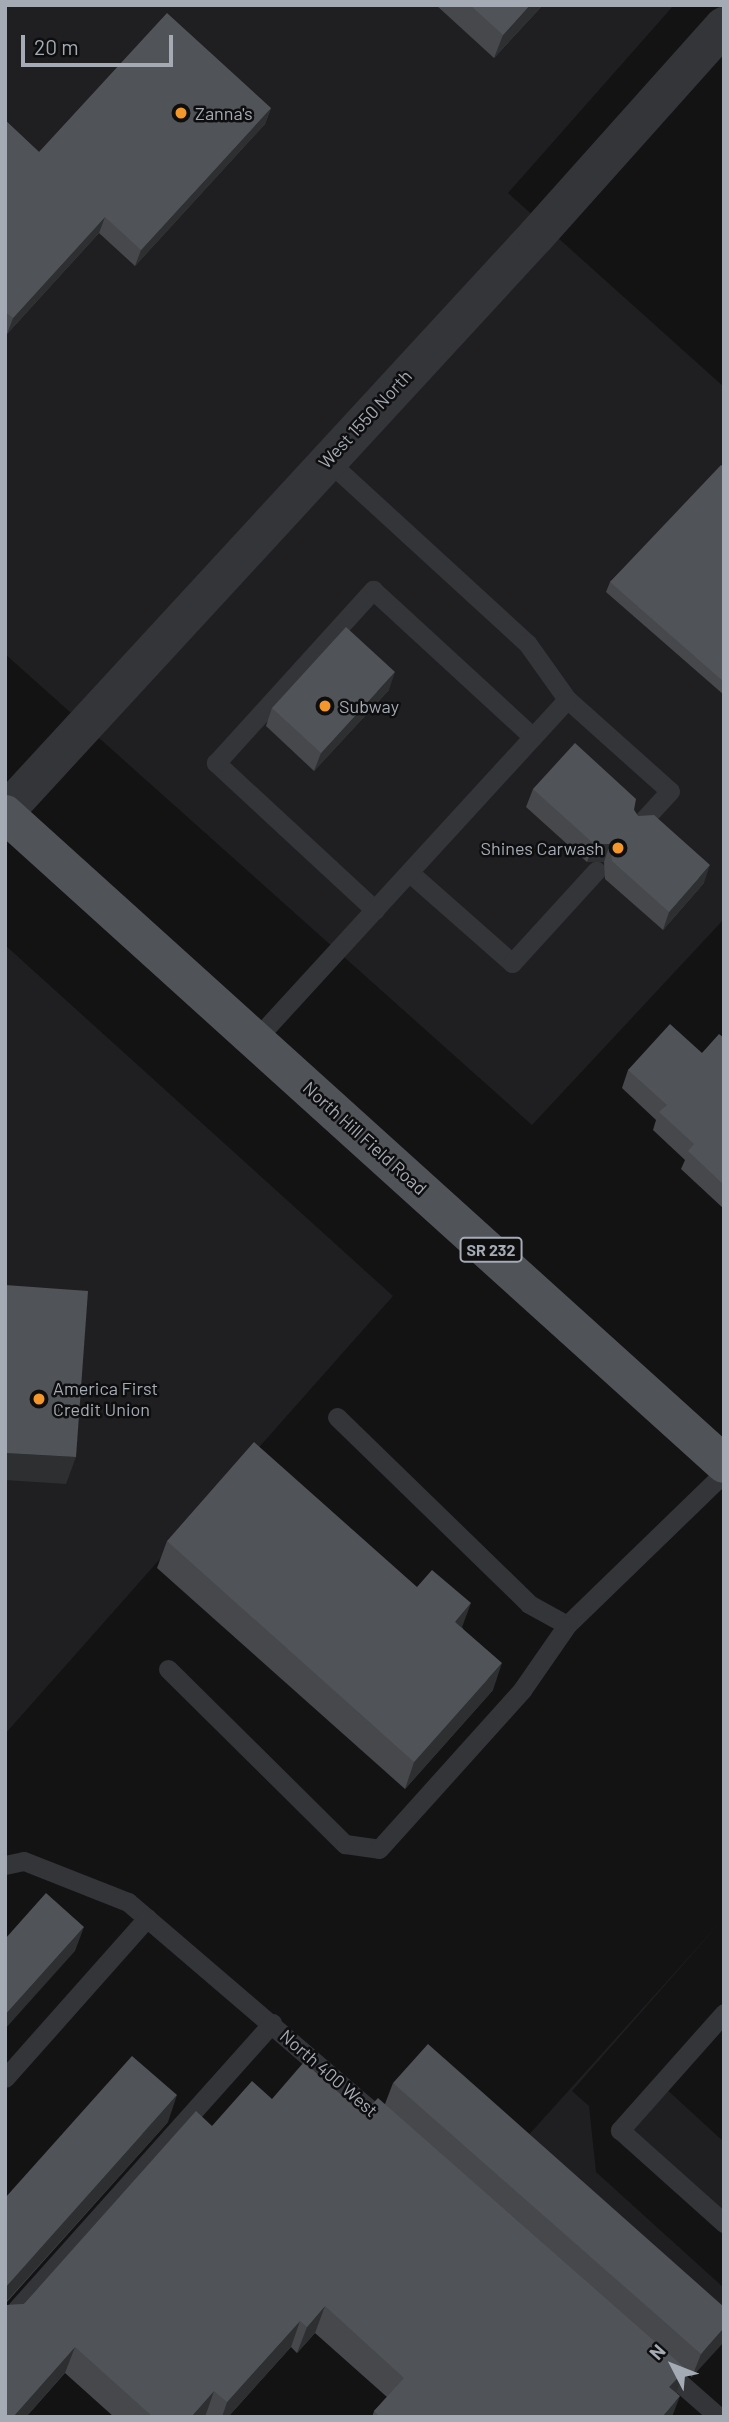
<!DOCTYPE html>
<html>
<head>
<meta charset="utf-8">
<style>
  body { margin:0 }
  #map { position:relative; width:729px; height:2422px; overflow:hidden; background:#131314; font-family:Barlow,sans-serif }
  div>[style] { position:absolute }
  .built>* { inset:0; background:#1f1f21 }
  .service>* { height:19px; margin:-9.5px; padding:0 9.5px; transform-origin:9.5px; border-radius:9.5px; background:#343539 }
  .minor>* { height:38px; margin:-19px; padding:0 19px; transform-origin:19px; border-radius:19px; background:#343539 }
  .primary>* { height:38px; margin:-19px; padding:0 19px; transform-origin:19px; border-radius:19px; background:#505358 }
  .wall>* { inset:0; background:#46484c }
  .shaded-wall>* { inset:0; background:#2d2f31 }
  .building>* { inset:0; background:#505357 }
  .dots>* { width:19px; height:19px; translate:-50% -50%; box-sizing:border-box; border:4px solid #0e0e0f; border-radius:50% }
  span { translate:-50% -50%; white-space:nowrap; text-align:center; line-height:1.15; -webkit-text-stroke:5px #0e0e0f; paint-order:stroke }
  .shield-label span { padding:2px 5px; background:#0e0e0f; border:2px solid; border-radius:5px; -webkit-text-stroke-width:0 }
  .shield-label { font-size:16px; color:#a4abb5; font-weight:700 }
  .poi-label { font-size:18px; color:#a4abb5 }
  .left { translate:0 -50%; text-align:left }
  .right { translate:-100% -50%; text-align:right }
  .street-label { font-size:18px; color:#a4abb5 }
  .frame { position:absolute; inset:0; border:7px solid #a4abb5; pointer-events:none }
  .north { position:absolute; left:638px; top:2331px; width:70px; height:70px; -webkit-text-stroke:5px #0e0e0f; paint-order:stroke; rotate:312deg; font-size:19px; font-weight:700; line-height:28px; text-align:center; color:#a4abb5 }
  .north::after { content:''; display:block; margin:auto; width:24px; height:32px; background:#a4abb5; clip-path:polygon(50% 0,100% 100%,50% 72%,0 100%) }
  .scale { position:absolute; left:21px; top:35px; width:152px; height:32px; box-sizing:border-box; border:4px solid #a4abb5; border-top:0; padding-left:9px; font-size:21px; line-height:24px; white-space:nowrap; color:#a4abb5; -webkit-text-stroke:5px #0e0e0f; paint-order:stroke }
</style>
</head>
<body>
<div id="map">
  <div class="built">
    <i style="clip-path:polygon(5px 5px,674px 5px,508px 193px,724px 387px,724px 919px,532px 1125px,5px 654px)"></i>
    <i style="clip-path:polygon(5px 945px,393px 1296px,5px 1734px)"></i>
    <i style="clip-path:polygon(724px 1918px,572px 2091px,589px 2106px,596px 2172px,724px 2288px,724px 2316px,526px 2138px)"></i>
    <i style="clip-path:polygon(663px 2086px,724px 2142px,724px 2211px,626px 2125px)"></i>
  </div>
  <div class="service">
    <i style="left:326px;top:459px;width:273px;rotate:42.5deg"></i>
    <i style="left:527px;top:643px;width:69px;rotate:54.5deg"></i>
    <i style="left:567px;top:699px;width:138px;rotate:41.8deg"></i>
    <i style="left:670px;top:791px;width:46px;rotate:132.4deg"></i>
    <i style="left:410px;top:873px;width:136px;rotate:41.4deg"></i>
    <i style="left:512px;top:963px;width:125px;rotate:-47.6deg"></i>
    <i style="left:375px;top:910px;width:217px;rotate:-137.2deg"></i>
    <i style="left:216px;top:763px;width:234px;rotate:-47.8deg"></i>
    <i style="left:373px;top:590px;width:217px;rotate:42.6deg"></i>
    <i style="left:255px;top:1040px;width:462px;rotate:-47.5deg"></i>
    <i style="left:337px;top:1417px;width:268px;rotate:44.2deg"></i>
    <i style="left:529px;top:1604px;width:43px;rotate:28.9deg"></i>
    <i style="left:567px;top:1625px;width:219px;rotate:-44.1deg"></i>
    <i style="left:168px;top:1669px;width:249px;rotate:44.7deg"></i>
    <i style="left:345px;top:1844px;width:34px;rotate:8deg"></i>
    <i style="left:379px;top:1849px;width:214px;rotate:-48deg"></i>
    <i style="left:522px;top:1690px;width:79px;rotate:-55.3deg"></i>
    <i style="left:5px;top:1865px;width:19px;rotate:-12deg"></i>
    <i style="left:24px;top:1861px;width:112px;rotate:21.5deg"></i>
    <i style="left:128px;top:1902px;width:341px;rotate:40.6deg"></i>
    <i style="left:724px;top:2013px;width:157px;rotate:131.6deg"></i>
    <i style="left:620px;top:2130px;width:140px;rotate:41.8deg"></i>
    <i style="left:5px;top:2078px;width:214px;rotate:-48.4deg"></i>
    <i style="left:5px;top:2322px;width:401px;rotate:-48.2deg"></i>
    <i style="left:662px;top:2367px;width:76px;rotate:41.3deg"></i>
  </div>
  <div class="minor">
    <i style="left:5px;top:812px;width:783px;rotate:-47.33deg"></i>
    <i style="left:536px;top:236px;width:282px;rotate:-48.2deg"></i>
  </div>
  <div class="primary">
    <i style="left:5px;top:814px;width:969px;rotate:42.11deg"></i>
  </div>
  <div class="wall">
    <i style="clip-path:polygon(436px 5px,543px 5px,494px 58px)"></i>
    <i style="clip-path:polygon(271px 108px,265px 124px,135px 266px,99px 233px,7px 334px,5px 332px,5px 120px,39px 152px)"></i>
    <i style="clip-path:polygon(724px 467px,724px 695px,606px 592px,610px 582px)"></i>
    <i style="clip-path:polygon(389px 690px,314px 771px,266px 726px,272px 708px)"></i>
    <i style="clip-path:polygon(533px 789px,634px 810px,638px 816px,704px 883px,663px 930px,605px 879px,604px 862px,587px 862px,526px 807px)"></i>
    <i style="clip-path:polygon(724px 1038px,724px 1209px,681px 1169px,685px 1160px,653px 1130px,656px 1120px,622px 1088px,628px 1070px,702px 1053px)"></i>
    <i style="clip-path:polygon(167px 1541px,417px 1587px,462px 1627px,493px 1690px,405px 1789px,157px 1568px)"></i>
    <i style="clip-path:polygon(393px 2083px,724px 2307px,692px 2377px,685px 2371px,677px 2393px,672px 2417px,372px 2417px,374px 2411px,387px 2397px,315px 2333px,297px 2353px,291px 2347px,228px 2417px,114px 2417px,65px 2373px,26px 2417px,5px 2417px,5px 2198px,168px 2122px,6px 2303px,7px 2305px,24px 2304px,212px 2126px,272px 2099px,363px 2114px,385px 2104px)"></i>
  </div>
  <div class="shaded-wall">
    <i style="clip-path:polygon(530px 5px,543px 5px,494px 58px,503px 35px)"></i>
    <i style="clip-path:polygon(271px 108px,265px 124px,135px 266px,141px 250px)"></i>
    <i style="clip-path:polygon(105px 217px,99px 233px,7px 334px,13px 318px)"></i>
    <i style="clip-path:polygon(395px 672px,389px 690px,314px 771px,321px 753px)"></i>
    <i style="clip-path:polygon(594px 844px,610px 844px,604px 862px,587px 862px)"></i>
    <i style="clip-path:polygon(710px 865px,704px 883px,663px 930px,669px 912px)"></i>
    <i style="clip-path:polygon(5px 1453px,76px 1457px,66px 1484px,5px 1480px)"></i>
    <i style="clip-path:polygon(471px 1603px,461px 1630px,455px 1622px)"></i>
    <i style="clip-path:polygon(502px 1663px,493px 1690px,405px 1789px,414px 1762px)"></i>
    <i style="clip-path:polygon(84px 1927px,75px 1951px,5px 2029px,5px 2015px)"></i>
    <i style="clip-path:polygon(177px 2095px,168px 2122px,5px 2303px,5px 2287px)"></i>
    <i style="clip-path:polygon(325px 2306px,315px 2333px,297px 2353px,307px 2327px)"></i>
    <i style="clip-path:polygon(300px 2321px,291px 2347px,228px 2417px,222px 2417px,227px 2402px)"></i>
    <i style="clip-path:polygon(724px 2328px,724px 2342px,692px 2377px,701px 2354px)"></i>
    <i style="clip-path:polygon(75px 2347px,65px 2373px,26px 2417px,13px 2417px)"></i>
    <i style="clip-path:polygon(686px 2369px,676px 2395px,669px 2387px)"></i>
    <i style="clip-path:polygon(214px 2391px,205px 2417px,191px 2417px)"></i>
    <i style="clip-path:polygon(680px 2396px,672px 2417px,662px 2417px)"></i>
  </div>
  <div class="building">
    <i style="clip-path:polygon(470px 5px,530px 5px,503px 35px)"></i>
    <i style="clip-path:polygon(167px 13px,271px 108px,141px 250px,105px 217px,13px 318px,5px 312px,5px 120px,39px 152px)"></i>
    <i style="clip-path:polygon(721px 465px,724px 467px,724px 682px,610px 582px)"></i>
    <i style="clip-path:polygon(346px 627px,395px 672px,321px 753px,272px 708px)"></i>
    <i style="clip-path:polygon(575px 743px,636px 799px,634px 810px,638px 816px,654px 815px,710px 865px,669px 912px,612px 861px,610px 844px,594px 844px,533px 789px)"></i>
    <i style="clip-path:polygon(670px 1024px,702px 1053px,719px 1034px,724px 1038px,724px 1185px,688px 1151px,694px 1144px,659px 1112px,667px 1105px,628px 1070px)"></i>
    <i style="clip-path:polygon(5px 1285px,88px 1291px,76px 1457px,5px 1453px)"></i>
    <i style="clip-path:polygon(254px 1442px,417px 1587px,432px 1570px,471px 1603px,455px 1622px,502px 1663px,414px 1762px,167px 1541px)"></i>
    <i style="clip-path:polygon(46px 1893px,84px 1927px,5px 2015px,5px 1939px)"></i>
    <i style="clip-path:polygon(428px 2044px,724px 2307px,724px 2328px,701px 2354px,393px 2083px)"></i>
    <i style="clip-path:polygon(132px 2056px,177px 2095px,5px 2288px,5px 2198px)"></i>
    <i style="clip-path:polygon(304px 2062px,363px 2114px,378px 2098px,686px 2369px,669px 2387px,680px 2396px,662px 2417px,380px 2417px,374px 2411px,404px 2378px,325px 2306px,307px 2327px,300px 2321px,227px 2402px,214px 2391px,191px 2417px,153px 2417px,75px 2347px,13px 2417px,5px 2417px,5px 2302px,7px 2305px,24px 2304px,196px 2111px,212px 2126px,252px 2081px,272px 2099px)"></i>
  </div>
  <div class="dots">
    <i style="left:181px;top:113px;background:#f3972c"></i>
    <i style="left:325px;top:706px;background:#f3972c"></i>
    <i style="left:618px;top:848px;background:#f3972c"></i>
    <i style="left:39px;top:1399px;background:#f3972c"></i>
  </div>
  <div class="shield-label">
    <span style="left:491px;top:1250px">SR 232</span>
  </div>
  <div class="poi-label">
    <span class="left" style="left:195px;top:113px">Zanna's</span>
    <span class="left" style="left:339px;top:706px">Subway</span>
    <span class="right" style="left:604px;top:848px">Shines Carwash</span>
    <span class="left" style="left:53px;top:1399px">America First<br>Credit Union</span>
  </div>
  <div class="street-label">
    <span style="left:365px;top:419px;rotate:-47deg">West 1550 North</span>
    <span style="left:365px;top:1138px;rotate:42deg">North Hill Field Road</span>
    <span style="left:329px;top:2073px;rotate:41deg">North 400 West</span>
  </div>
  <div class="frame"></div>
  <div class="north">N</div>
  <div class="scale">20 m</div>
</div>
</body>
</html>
- - - - - - -
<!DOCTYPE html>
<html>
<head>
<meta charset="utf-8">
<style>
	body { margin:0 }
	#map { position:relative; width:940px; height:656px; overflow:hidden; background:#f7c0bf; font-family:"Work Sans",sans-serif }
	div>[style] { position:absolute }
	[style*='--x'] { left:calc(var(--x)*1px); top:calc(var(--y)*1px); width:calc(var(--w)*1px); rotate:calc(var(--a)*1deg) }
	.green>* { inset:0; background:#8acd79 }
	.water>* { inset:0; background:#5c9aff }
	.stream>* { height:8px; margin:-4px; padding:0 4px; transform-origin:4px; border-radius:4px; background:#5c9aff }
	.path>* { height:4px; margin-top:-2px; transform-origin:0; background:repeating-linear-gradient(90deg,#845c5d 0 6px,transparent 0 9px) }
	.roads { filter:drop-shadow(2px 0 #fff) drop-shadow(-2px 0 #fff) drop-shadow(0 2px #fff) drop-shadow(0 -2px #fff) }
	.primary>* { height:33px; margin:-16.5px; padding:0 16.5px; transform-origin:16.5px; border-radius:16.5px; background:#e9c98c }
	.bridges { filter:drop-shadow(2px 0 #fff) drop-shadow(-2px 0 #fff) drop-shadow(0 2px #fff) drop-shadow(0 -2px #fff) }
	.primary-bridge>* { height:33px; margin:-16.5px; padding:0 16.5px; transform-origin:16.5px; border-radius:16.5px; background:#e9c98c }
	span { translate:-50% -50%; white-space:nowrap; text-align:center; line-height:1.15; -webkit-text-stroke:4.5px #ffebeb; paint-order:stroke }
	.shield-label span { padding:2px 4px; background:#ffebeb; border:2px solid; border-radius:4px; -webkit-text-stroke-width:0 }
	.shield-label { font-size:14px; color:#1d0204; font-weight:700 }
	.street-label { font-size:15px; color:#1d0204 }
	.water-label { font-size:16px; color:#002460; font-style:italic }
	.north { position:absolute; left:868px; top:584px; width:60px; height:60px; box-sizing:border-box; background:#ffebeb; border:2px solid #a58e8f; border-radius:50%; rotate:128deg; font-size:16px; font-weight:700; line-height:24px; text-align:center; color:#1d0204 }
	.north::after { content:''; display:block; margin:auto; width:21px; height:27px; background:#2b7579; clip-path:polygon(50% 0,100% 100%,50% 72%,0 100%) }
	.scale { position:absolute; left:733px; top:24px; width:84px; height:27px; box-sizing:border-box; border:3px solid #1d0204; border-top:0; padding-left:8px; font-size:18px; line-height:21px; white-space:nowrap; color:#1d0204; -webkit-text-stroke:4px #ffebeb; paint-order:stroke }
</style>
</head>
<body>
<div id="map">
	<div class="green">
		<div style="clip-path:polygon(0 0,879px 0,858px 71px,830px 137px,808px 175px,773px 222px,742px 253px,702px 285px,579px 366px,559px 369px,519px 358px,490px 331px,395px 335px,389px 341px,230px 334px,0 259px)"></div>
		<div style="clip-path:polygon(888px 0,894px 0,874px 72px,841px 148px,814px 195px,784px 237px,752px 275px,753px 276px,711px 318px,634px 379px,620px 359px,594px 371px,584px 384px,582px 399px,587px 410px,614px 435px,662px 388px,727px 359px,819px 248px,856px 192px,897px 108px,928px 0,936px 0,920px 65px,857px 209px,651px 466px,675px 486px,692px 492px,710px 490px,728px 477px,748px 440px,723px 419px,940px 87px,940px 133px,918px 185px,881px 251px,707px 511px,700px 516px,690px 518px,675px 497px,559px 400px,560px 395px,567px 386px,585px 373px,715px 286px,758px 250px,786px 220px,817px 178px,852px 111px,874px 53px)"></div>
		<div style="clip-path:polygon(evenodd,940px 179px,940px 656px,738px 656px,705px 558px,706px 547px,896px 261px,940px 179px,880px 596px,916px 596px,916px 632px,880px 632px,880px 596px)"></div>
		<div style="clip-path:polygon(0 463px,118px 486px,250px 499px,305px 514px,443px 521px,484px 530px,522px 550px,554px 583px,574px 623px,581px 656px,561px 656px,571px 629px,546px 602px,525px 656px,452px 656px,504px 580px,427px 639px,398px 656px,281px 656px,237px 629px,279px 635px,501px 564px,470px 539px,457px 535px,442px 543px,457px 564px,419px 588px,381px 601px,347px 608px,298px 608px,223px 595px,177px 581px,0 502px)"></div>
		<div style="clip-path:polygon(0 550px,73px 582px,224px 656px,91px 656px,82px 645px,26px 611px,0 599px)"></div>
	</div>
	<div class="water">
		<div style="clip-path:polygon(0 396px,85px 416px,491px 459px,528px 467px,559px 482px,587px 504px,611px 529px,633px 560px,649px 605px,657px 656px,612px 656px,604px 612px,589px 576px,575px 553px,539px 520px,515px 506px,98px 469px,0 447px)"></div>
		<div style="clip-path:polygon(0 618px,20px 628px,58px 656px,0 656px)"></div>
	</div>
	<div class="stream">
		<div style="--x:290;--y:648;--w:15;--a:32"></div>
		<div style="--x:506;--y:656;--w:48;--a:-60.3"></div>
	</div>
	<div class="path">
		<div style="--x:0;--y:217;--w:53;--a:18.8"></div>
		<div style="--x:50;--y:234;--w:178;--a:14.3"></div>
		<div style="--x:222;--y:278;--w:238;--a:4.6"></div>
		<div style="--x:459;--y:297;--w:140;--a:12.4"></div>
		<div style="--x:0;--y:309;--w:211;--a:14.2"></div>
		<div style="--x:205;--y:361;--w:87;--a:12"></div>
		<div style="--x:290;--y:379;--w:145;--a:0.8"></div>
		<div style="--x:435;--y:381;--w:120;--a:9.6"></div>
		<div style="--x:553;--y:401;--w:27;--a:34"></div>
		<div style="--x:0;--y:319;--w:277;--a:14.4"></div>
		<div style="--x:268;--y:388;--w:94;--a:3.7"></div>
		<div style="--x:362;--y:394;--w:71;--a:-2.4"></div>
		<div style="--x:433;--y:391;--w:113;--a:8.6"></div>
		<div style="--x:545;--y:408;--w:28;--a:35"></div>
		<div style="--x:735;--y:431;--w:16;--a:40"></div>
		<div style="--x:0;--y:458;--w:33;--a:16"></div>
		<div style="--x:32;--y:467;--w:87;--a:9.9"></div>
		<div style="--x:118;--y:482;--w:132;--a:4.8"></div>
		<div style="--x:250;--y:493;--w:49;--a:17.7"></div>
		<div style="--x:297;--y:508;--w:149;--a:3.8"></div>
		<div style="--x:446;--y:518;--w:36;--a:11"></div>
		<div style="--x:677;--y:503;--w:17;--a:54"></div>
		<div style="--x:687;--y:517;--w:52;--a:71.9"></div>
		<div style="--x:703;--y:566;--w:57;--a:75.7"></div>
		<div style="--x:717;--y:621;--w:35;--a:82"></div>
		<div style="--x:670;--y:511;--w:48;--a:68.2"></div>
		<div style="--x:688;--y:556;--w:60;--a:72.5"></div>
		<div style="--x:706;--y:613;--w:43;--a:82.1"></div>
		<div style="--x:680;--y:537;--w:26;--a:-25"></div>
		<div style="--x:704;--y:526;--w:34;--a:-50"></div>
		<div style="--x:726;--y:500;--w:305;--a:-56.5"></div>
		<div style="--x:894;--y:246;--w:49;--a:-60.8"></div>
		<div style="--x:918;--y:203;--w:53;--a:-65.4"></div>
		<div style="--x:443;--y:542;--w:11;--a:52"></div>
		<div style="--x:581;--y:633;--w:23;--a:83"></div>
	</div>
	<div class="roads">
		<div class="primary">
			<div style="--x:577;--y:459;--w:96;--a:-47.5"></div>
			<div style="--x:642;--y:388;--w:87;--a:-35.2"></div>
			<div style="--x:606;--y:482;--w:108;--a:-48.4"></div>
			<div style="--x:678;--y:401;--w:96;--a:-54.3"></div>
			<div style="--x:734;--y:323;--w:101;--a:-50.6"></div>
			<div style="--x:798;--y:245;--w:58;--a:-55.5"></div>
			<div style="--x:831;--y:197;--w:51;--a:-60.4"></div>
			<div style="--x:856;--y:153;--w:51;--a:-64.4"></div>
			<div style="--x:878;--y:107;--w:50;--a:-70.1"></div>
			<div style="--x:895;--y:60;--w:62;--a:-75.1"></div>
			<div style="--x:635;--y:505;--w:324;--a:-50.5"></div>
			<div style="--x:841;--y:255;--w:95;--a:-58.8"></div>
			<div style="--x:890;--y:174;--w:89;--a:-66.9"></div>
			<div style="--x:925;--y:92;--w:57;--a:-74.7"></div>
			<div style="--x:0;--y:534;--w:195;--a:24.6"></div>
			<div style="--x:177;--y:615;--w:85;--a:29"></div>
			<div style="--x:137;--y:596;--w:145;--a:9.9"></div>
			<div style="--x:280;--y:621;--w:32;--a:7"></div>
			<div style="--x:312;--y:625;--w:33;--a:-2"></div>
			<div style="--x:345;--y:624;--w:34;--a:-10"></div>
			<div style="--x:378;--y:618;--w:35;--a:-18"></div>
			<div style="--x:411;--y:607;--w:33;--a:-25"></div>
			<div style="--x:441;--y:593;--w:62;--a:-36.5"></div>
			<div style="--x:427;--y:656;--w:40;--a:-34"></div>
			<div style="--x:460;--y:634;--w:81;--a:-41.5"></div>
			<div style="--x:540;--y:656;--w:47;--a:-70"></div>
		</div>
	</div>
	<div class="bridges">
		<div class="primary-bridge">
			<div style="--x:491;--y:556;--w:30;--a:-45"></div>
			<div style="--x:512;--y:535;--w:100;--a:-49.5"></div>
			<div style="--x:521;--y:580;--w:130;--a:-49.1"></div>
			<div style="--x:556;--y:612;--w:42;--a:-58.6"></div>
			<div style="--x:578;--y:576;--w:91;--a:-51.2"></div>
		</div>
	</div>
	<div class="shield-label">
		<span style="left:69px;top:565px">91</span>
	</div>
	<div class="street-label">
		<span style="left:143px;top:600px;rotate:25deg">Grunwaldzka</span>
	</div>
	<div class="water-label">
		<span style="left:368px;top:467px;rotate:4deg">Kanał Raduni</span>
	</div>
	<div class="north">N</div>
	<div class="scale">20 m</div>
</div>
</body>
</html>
- - - - - - -
* **ASSIGNED TASK**:
Copy out all lines of the material above in which "serif" occurs.

* **OUTPUT FOR THIS TASK**:
  #map { position:relative; width:729px; height:2422px; overflow:hidden; background:#131314; font-family:Barlow,sans-serif }
	#map { position:relative; width:940px; height:656px; overflow:hidden; background:#f7c0bf; font-family:"Work Sans",sans-serif }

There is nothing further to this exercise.